La circulation thermohaline, est définie comme la circulation océanique à grande échelle générée par les gradients de température et de salinité des masses d'eau et qui participe au transport de chaleur de l’équateur vers les pôles. Aux tropiques, l'océan en surface est excédentaire en chaleur, alors qu'aux hautes latitudes les eaux atteignent la température de congélation de l’eau de mer (-2°C).
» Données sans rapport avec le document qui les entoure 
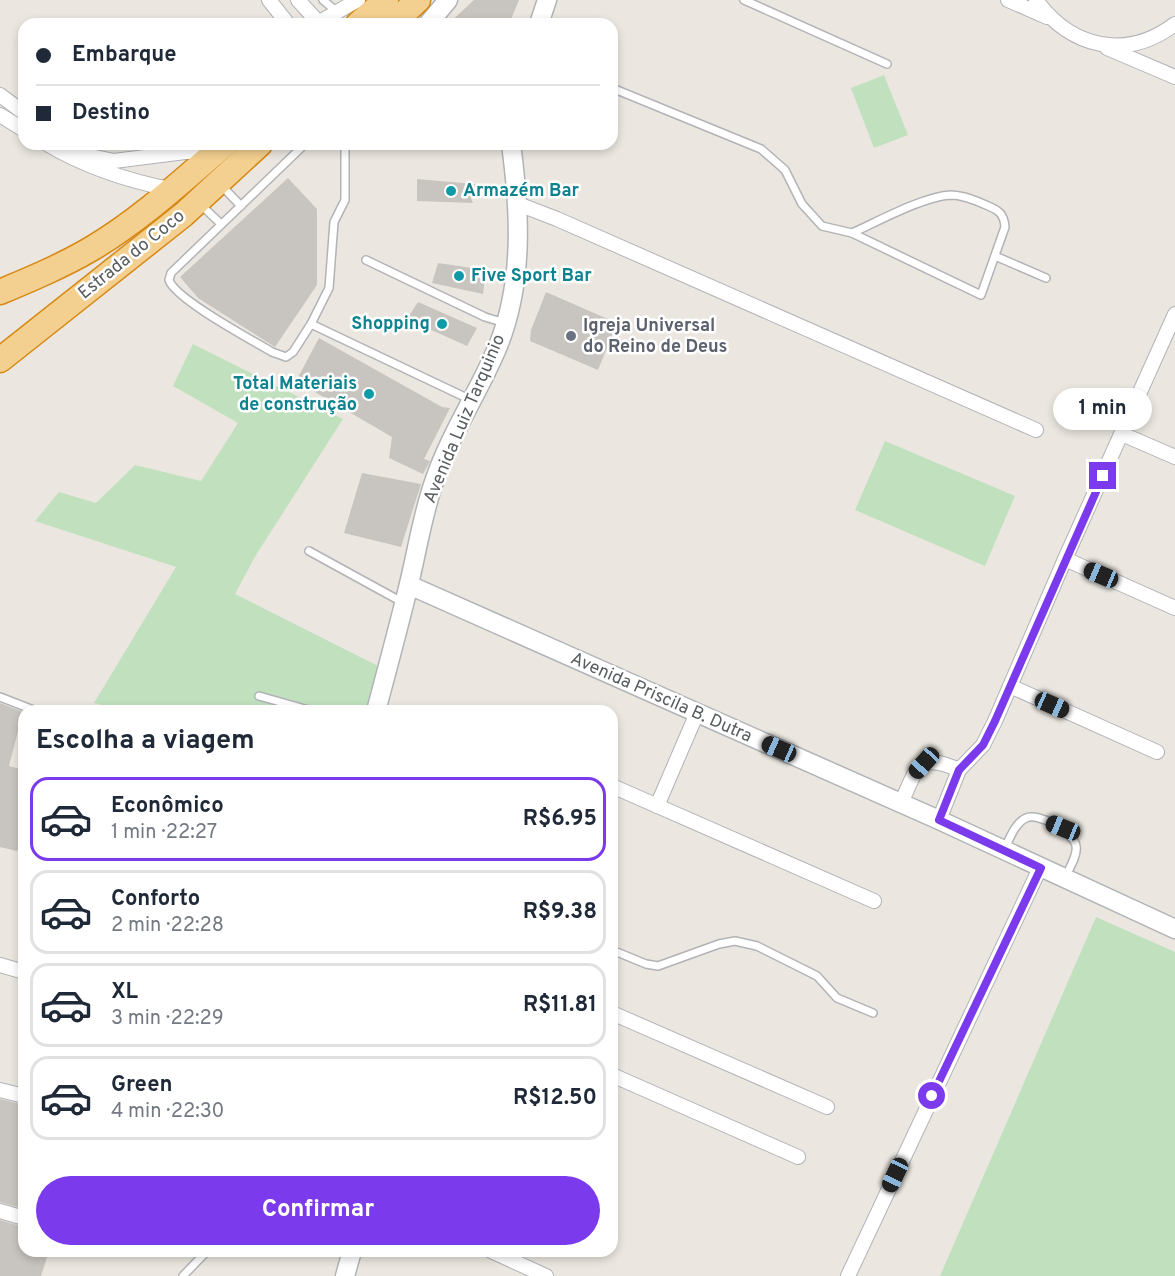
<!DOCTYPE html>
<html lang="pt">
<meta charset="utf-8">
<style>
:root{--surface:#fff;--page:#f2f2f3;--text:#1f2937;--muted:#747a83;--line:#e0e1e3;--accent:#7c3aed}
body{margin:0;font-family:Overpass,sans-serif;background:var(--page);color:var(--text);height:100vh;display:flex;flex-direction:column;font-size:22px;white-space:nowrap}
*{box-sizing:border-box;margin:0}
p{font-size:20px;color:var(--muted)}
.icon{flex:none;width:33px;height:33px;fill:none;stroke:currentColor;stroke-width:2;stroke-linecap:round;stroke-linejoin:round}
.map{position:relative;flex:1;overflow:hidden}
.details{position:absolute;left:18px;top:705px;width:600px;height:552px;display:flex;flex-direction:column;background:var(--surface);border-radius:18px;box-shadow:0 3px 9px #0003}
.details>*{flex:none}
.hud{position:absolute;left:18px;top:18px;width:600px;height:132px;border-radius:18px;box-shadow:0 3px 9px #0003;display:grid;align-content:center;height:132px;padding:0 18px;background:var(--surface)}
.end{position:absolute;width:27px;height:27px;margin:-14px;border:8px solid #7c3aed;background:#fff;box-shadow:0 0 0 3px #fff}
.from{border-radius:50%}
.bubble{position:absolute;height:42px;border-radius:21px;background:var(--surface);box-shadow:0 3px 9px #0003;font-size:20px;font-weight:700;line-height:42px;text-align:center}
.car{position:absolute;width:18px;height:36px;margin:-18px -9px;border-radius:8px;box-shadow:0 0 4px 2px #0007;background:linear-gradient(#222 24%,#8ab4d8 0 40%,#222 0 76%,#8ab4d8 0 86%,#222 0)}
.hud b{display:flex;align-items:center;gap:21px;height:57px;font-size:22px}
.hud b+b{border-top:2px solid var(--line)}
.hud i{width:15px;height:15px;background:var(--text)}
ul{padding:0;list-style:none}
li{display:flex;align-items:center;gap:18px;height:84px;margin:0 12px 9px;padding:0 6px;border:3px solid var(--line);border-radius:18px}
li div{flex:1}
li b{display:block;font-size:22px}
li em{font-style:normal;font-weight:700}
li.active{border-color:var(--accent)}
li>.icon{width:54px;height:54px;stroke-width:1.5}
h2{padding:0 18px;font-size:27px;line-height:72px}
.primary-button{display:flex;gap:12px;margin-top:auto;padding:12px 18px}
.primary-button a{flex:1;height:69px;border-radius:36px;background:var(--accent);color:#fff;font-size:24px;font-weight:700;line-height:69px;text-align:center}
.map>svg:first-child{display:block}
.green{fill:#c1e1be}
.building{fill:#c8c4bf}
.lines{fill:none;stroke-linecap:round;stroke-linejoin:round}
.lane-casing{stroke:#b1b3b7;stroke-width:10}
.street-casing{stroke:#b1b3b7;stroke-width:16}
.secondary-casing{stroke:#b0b4b7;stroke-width:21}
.highway-casing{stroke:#d78814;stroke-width:27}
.lane{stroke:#fff;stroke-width:7}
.street{stroke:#fff;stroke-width:14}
.secondary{stroke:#fff;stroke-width:18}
.highway{stroke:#f3d08f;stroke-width:24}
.route{stroke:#7c3aed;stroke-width:8}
.culture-dot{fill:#0f9aa8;stroke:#fff;stroke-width:2}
.worship-dot{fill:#6b7280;stroke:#fff;stroke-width:2}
.labels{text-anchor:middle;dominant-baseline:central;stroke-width:5;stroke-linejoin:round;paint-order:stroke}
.culture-label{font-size:18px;font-weight:bold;fill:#0d838f;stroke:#fff;text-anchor:start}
.street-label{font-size:18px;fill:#595d60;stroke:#fff}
.worship-label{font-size:18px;font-weight:bold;fill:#5b616d;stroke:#fff;text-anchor:start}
</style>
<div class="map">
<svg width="1175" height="1276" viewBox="0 0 1175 1276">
<rect width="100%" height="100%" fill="#ebe7e0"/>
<g class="green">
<polygon points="884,75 908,135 874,148 851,88"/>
<polygon points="193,344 343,419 256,555 235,594 378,666 365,711 122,711 94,703 176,567 35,521 59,492 96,503 135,465 201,481 238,423 173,386"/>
<polygon points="885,441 1015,496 985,566 855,510"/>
<polygon points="1096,917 1175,952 1175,1276 940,1276"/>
</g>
<g class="building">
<polygon points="474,0 519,0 509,24 448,24"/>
<polygon points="288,178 317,209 317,285 275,347 198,298 180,277"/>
<polygon points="417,179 485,185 487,198 471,198 473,203 417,201"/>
<polygon points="438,263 486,270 483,294 432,283"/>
<polygon points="546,292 617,323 598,370 530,341 531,330"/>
<polygon points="418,302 477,328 467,346 407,319"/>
<polygon points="319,338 442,407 450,408 424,459 430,461 423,474 389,458 392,437 296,381"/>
<polygon points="362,473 421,484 401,547 344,533"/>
<polygon points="0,703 23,712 9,766 24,770 24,835 17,851 0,847"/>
<polygon points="0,1099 24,1105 24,1209 0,1202"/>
<polygon points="0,1220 24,1227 24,1251 49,1251 41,1276 0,1276"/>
</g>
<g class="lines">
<g class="lane-casing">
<g id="lane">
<polyline points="323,0 336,11"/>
<polyline points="744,0 887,64"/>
<path d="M 612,88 L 761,149 L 785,170 L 802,204 L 822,226 L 852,233 L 981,295 L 1005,227 C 1004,213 998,210 986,205 C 975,200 963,195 951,195 C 924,196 877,222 852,233"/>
<path d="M 305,144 L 171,273 L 169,280 C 175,299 252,340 272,352 L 286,357 L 293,352 L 311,324 L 329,288 L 334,222 L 345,200 L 345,144"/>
<polyline points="220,184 241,206"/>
<polyline points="199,203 221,224"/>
<polyline points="995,256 1046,278"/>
<polyline points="366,260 485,317 505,323"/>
<polyline points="311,324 471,400"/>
<polyline points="309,551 402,602"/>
<polyline points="259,696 312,711"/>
<polyline points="0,697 36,711"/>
<path d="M 1005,848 C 1010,838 1015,823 1026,818 C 1038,812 1074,832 1076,846 C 1078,855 1069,869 1065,877"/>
<polyline points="612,950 646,964 658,966 719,944 735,941 757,946 817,976 837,998 873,1013"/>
<polyline points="183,1276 207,1251"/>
</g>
</g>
<g class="street-casing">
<g id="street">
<polyline points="269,0 288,24"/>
<polyline points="298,0 318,22"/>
<polyline points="1008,0 1047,17"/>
<path d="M 1036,0 C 1071,48 1126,61 1175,24"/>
<polyline points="316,24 358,0"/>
<polyline points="1107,48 1175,77"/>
<polyline points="0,95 24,113"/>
<polyline points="0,115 24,130"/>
<path d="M 47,144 C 87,168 128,181 174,190"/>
<polyline points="70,144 90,156 114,161 185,152 214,152"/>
<polyline points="518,204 557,219 1036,430"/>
<polyline points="1122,434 1175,457"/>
<polyline points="1065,559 1175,608"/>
<polyline points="1010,686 1157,752"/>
<polyline points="612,786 874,901"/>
<path d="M 901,803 C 917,769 917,751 959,770"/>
<polyline points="657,806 697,713"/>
<polyline points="939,820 959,770 983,745 995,721 1065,559 1175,314"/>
<polyline points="0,965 24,972"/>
<polyline points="612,1013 827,1107"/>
<polyline points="612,1075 798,1157"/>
<polyline points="0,1090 24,1096"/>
<polyline points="0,1211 24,1218"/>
<polyline points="491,1251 546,1276"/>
<polyline points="848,1276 1040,868"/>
</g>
</g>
<g class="secondary-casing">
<g id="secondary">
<polyline points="428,24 448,0"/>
<polyline points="539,24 547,0"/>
<polyline points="409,585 939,820 1175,929"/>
<path d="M 376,711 C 387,670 398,629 408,588 C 417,552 422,516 434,482 C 450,434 479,392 498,346 C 524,282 520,211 511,144"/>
<polyline points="345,1276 352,1251"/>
</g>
</g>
<g class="highway-casing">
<g id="highway">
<polyline points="358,24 386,0"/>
<polyline points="392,24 418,0"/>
<path d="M 0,292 C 31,279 62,266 91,249 C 140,220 182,181 225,144"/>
<polyline points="0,360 183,215 260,144"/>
</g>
</g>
<use href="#lane" class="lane"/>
<use href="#street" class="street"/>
<use href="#secondary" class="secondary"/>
<use href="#highway" class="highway"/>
</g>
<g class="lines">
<polyline class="route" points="932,1096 1041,868 939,820 959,770 983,745 995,721 1103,476"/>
</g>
<g class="culture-dot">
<circle cx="451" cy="191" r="6"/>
<circle cx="459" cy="276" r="6"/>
<circle cx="442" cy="324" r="6"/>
<circle cx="369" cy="394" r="6"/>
</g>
<circle class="worship-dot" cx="571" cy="336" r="6"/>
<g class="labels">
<g class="culture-label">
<text x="463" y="191">Armazém Bar</text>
<text x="471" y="276">Five Sport Bar</text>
<text x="430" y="324" text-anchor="end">Shopping</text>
<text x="357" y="384" text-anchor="end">Total Materiais<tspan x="357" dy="21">de construção</tspan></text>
</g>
<g class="street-label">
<text transform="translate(132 255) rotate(-39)">Estrada do Coco</text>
<text transform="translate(465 419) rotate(-67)">Avenida Luiz Tarquinio</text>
<text transform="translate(661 698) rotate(24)">Avenida Priscila B. Dutra</text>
</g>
<g class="worship-label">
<text x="583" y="326">Igreja Universal<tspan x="583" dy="21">do Reino de Deus</tspan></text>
</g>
</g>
</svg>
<i class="end from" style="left:932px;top:1096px"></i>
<i class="end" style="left:1103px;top:476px"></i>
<div class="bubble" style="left:1053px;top:388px;width:99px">1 min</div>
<i class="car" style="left:1101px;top:575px;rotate:293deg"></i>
<i class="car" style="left:1052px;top:705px;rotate:114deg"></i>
<i class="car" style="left:779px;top:749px;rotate:294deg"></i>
<i class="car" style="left:924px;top:763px;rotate:222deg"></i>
<i class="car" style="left:1063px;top:828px;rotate:292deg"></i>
<i class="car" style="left:895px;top:1175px;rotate:205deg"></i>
<div class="hud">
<b><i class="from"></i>Embarque</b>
<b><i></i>Destino</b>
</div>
<section class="details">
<h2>Escolha a viagem</h2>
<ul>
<li class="active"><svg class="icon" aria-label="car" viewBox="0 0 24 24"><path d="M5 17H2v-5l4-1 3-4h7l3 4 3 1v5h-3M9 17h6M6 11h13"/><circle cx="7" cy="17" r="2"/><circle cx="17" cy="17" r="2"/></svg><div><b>Econômico</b><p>1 min · 22:27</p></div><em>R$6.95</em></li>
<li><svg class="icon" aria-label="car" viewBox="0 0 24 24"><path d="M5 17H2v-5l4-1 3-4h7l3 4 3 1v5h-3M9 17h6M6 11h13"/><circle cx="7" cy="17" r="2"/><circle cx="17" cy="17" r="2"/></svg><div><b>Conforto</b><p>2 min · 22:28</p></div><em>R$9.38</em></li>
<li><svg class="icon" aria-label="car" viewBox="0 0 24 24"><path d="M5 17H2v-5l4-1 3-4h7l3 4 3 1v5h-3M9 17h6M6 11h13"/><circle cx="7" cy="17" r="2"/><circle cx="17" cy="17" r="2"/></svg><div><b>XL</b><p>3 min · 22:29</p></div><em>R$11.81</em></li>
<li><svg class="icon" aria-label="car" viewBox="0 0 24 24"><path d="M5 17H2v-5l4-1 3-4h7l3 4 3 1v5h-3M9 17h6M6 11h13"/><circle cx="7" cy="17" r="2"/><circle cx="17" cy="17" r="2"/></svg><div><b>Green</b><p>4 min · 22:30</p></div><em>R$12.50</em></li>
</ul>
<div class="primary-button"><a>Confirmar</a></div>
</section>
</div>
Ces eaux de surface très denses (froides et salées), plongent par gravité sous les eaux chaudes moins salées, jusqu’à la profondeur où elles se trouvent en équilibre de densité avec les eaux voisines (vers 2000 m en région subarctique, 4000 m en Antarctique), formant les eaux de fond. Ainsi, les zones polaires constituent des régions de convection profonde (Fig. 19). Ces eaux profondes, moteur de cette circulation globale, entraîne ainsi un transport d’eaux en surface vers les hautes latitudes (Fig. 19). La plongée des eaux de surface qui a lieu principalement en Atlantique Nord, s’écoulent par le fond en vers le Sud, où vers 60° S, elle est reprise et distribuée par le courant circumpolaire Antarctique au sein duquel elles remontent progressivement vers la thermocline, puis et se répandent dans l’Atlantique sud, le Pacifique et l’océan Indien (Fig. 19). Le retour de cette grande circulation dans l’Atlantique nord s’effectue via des courants chauds, proches de la surface, dont la circulation est liée à la circulation atmosphérique. Ce brassage océanique a été schématisé sous la forme d’un «tapis roulant» à l’échelle du globe et peut durer environ 1000 ans environ (Fig. 19). L’intensité de la circulation thermohaline varie fortement entre périodes glaciaires et interglaciaires (Ballarotta et al., 2014). En effet, le développement aux hautes latitudes d'un couvert de banquise plus important pendant une période glaciaire limite la

35 formation d’eau profonde, dont les sites se décalent vers de plus basses latitudes, réduisant ainsi l'étendue et l'intensité de cette boucle océanique, et donc de la redistribution de chaleur entre les différentes régions du globe. En effet, diverses études suggèrent qu’un arrêt de la circulation thermohaline peut générer un refroidissement de plusieurs degrés, notamment en Atlantique Nord et en Europe. Ainsi, dans son étude, Lund (2006) estime que le débit total du Gulf Stream a diminué de 10% au cours du dernier millénaire, notamment entre 1250-1850 C.E. Cette cohérence avec l'évolution des températures de l'HN au cours du LIA suggère que la réduction du transport de chaleur océanique vers le nord peut avoir contribué à des températures plus basses caractérisant cette période. L’étude de la variabilité de la circulation thermohaline peut donc permettre de mieux appréhender la variabilité du climat.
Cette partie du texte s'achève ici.